Em um parecer de 7 de março de 2026, Lamberth concedeu julgamento sumário a um grupo de funcionários da agência, liderados pela chefe do escritório da VOA na Casa Branca, Patsy Widakuswara, concluindo que as delegações usadas para elevar Lake a uma função de chefe-executiva violavam os requisitos de nomeação da Constituição e a lei federal de vagas, de acordo com o The Washington Post.
A decisão tem como alvo as ações tomadas por Lake enquanto se descrevia como CEO interina ou vice-CEO, incluindo medidas que afastaram grande parte da força de trabalho da VOA e interromperam as operações. Um litígio separado também desafiou o esforço mais amplo da administração para reduzir o trabalho da USAGM depois que o presidente Donald Trump assinou uma ordem executiva em 14 de março de 2025, orientando certas agências - incluindo a USAGM - a eliminar funções não estatutárias e reduzir as operações estatutárias e a equipe à "presença e função mínimas exigidas por lei", linguagem refletida na ordem e nos materiais da Casa Branca.
As ações do governo desencadearam uma série de disputas judiciais sobre a possibilidade de a USAGM reduzir a transmissão e a equipe sem entrar em conflito com as obrigações legais estabelecidas pelo Congresso. Em uma decisão de 22 de abril de 2025, em um dos casos, Lamberth bloqueou os esforços que efetivamente forçaram a VOA a encerrar suas operações e ordenou medidas para restaurar a VOA, bem como a Radio Free Asia e a Middle East Broadcasting Networks enquanto os processos prosseguiam, de acordo com a The Associated Press.

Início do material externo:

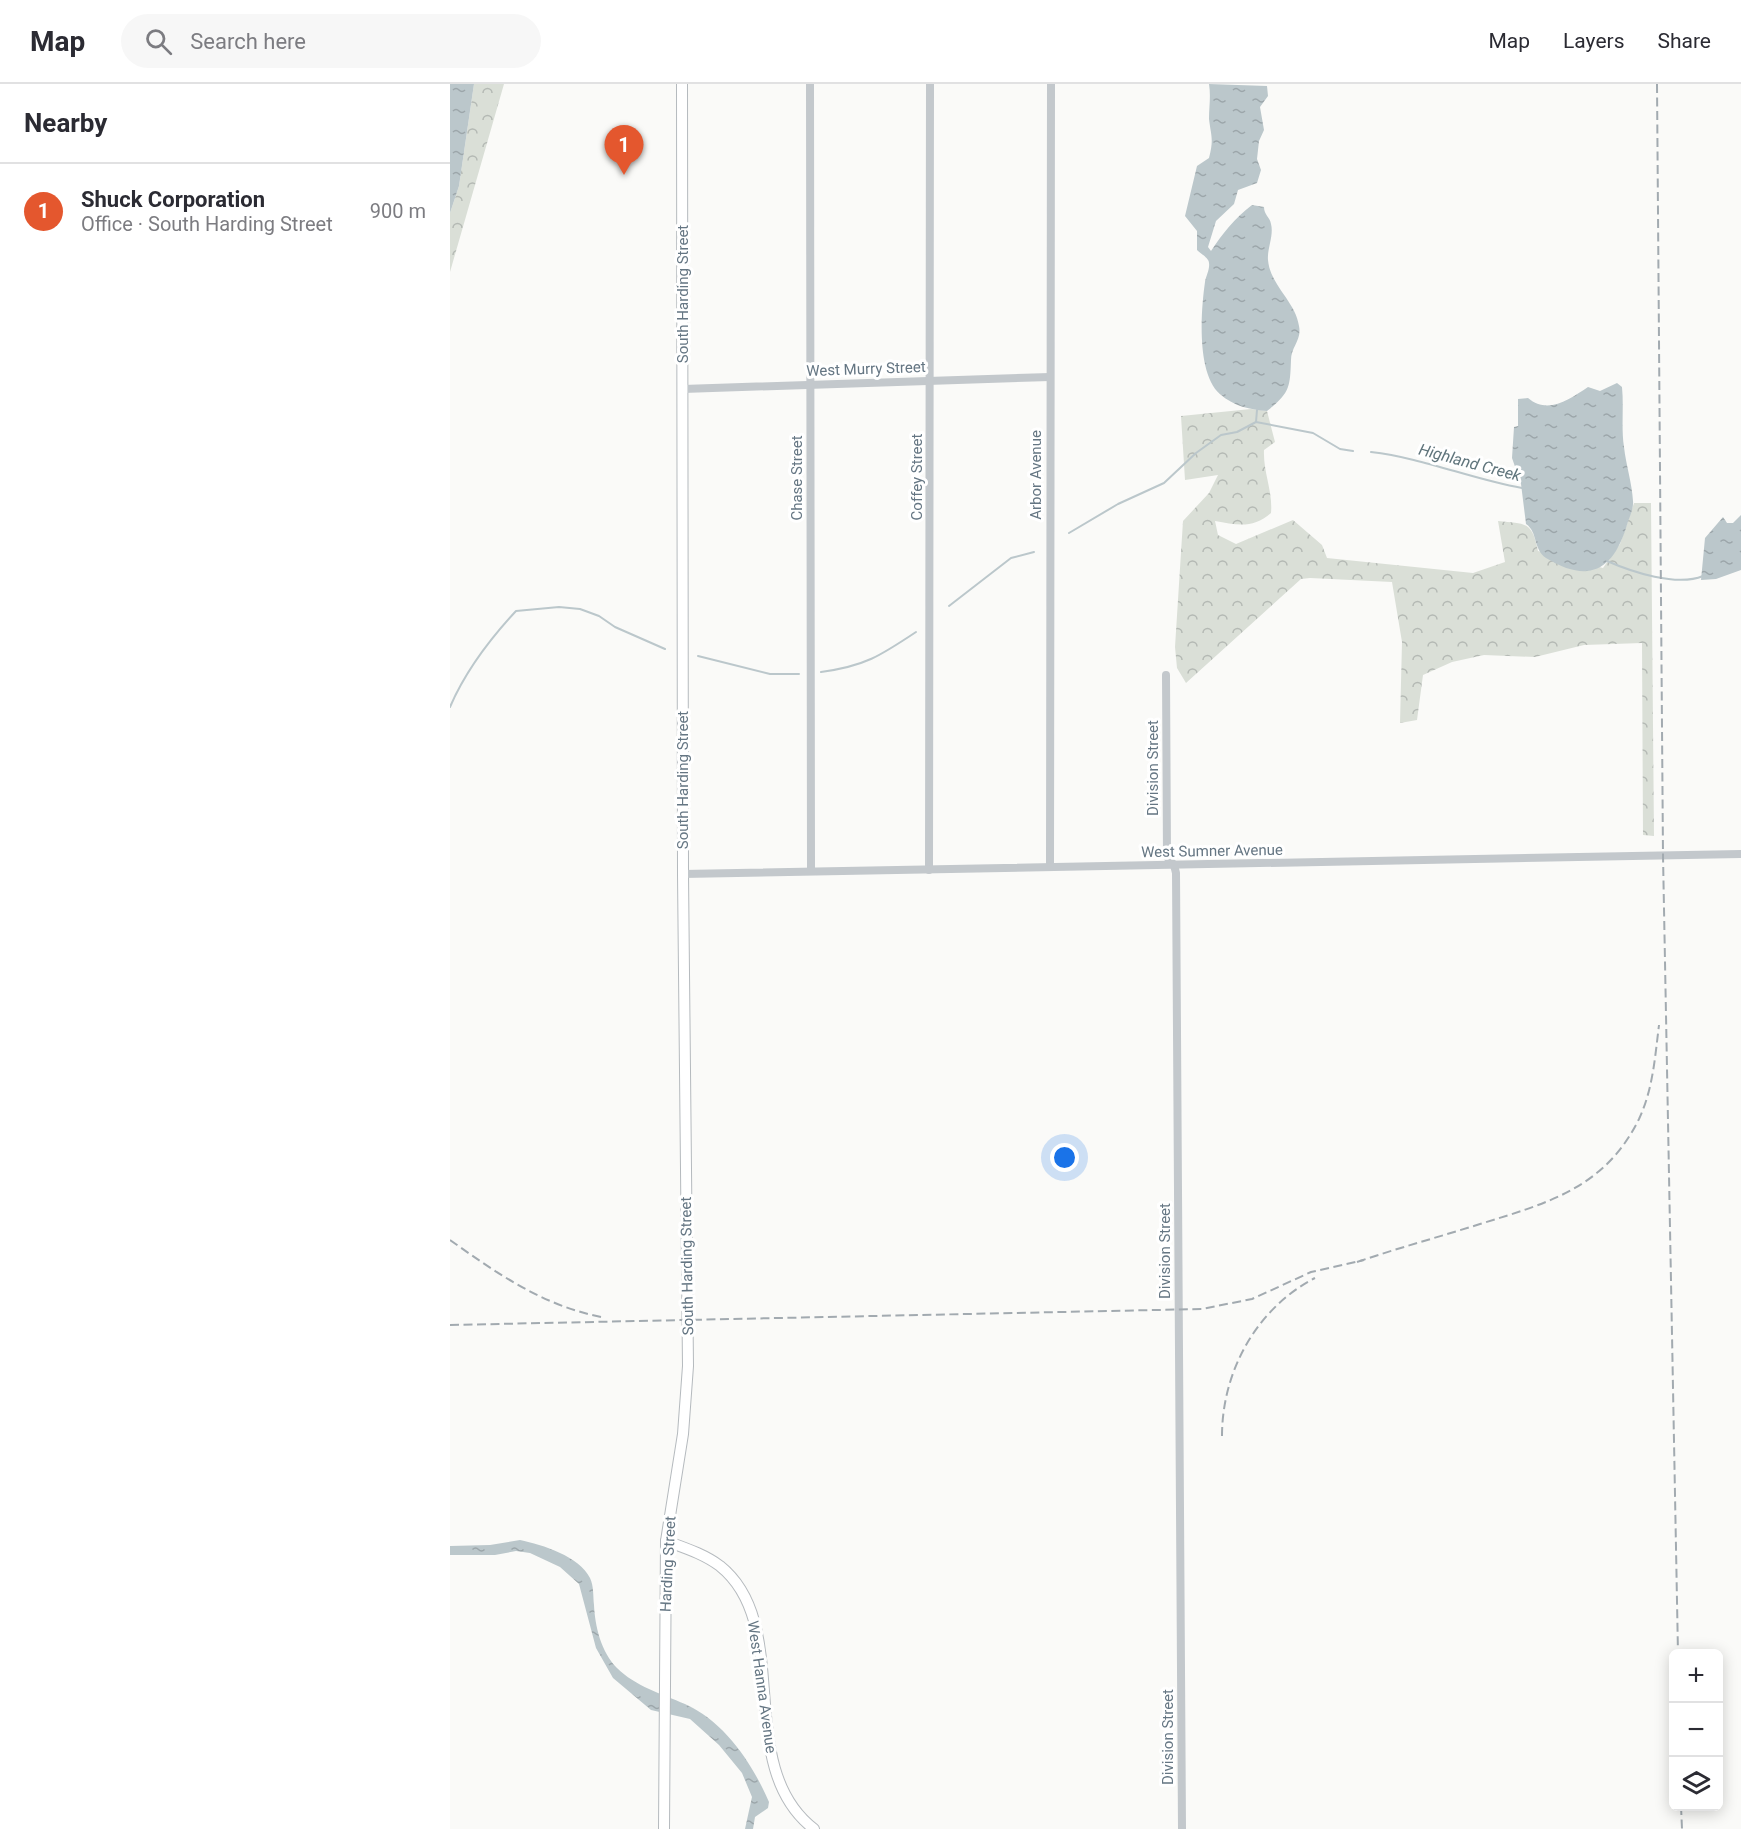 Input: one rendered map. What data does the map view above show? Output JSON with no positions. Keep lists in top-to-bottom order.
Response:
{
  "streets": {
    "main road": ["South Harding Street", "Harding Street", "West Hanna Avenue"],
    "street": [
      "West Murry Street",
      "Arbor Avenue",
      "Coffey Street",
      "Chase Street",
      "Division Street",
      "West Sumner Avenue"
    ]
  },
  "crossings": [
    ["South Harding Street", "West Murry Street"],
    ["South Harding Street", "West Sumner Avenue"],
    ["South Harding Street", "Harding Street"],
    ["West Murry Street", "Arbor Avenue"],
    ["West Murry Street", "Coffey Street"],
    ["West Murry Street", "Chase Street"],
    ["Arbor Avenue", "West Sumner Avenue"],
    ["Coffey Street", "West Sumner Avenue"],
    ["Chase Street", "West Sumner Avenue"],
    ["Division Street", "West Sumner Avenue"],
    ["Harding Street", "West Hanna Avenue"]
  ],
  "water": ["Highland Creek"],
  "page": {
    "header": "Map",
    "search": "Search here",
    "nav": ["Map", "Layers", "Share"],
    "heading": "Nearby",
    "pins": "1",
    "list": [
      {
        "mark": "1",
        "name": "Shuck Corporation",
        "note": "Office · South Harding Street",
        "value": "900 m"
      }
    ],
    "map_buttons": ["+", "−"]
  }
} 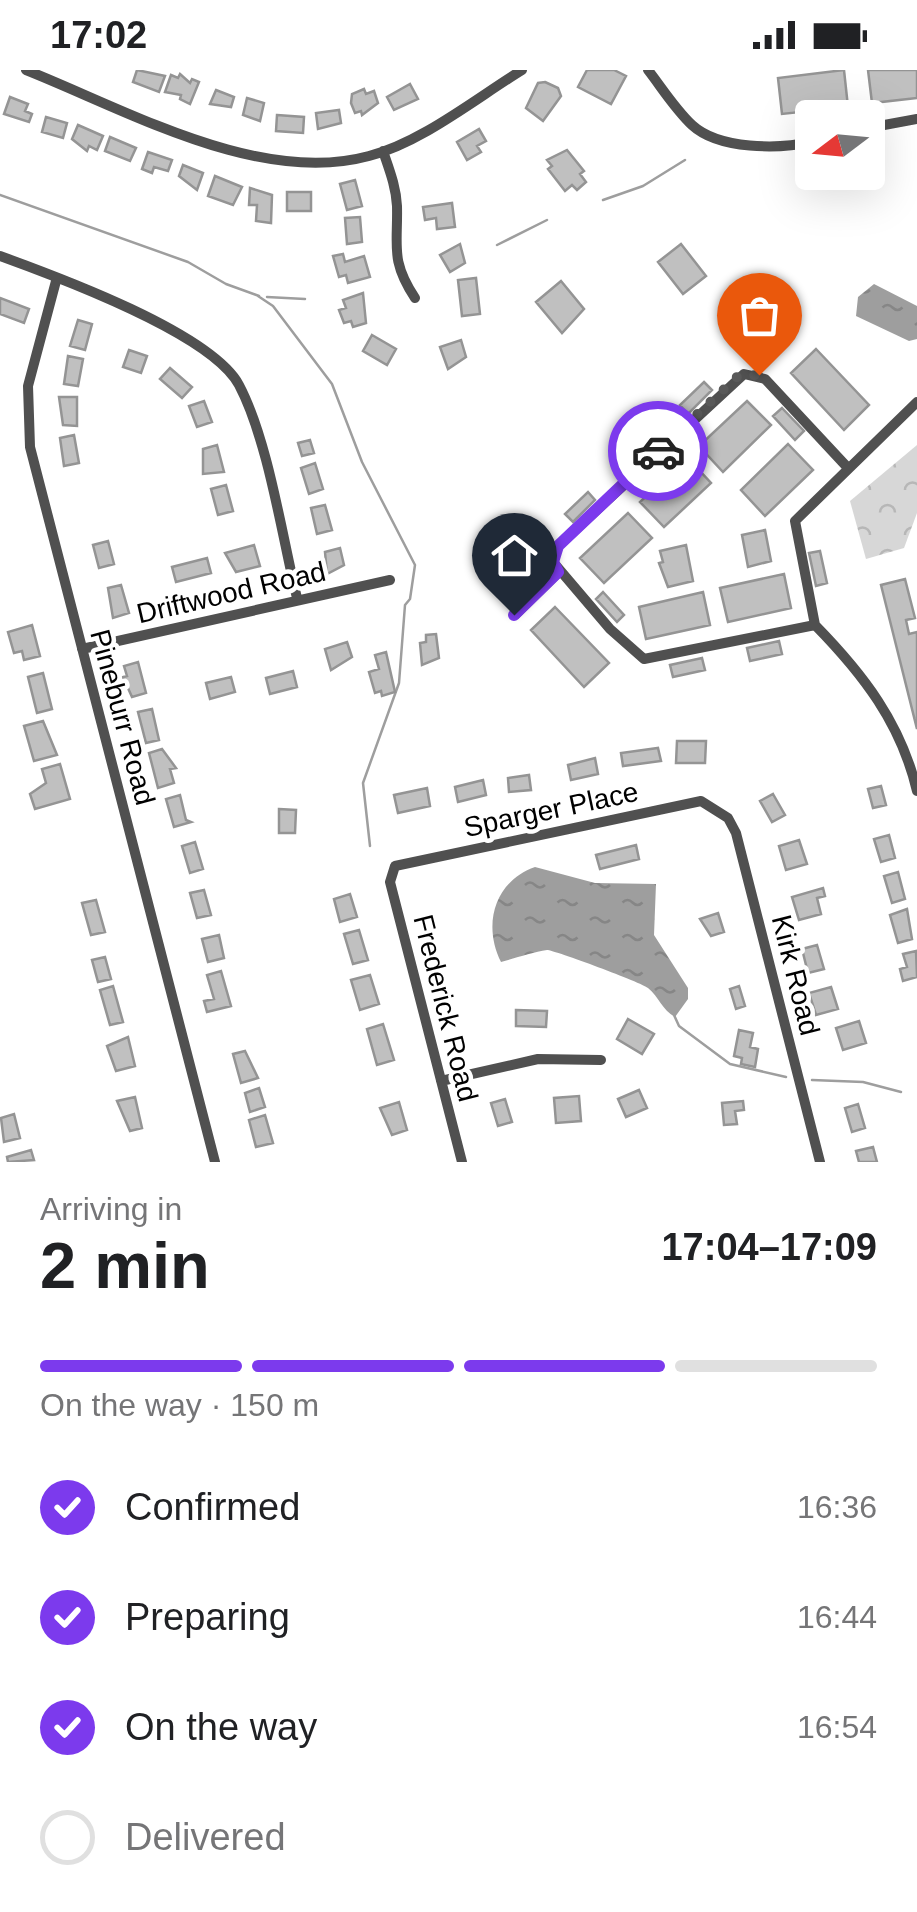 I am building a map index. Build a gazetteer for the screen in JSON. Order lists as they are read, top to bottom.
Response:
{
  "streets": {
    "street": [
      "Driftwood Road",
      "Pineburr Road",
      "Sparger Place",
      "Kirk Road",
      "Frederick Road"
    ]
  },
  "crossings": [
    ["Driftwood Road", "Pineburr Road"],
    ["Sparger Place", "Kirk Road"],
    ["Sparger Place", "Frederick Road"]
  ],
  "north": "left",
  "page": {
    "status": "17:02",
    "heading": ["2 min", "Arriving in", "17:04–17:09"],
    "bar": "On the way · 150 m",
    "list": [
      ["Confirmed", "16:36"],
      ["Preparing", "16:44"],
      ["On the way", "16:54"],
      "Delivered"
    ]
  }
} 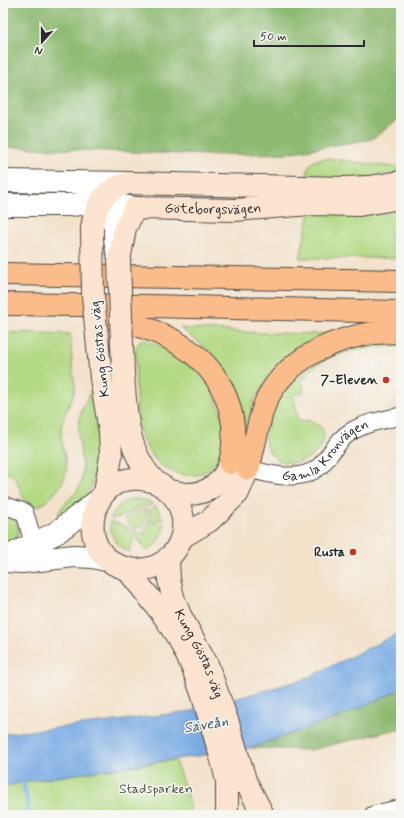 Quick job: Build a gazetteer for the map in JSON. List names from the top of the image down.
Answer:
{
  "streets": {
    "main road": ["Göteborgsvägen", "Kung Göstas väg"],
    "street": ["Gamla Kronvägen"]
  },
  "crossings": [
    ["Göteborgsvägen", "Kung Göstas väg"]
  ],
  "water": ["Säveån"],
  "parks": ["Stadsparken"],
  "places": ["7-Eleven", "Rusta"],
  "scale_bar": "50 m",
  "north": "bottom"
}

Lake defendeu publicamente os cortes e criticou Lamberth, descrevendo-o como um "juiz ativista" e prometendo recorrer de decisões adversas, de acordo com reportagem da WTOP e outros meios de comunicação.
Lake também decidiu encerrar os contratos da USAGM com as principais agências de notícias, incluindo The Associated Press, Reuters e Agence France-Presse, uma decisão que, segundo a AP, foi anunciada como uma medida de economia de custos. Em maio de 2025, a Axios informou que Lake anunciou um acordo de conteúdo com a One America News Network para fornecer material aos veículos da USAGM.
A VOA, criada durante a Segunda Guerra Mundial, há muito tempo descreve sua missão como sendo a de fornecer notícias para audiências no exterior, especialmente em locais com liberdade de imprensa limitada. A USAGM citou anteriormente uma audiência semanal global de mais de 361 milhões de pessoas para a VOA em 49 idiomas, um número também mencionado por defensores da liberdade de imprensa.
Alguns detalhes que circulam sobre a decisão mais recente - como uma ordem exigindo que exatamente 1.042 funcionários da VOA em tempo integral retornem ao trabalho até uma segunda-feira específica, números específicos de orçamento que teriam sido apropriados "este ano" ou alegações sobre empreiteiros sendo mantidos fora do trabalho enquanto se aguarda a revisão do tribunal trabalhista - não puderam ser confirmados pela fonte fornecida pela NPR e não foram corroborados pelos outros grandes veículos analisados na reportagem sobre a decisão de março de 2026.
A USAGM e a VOA não responderam imediatamente aos pedidos de comentários sobre algumas das coberturas citadas.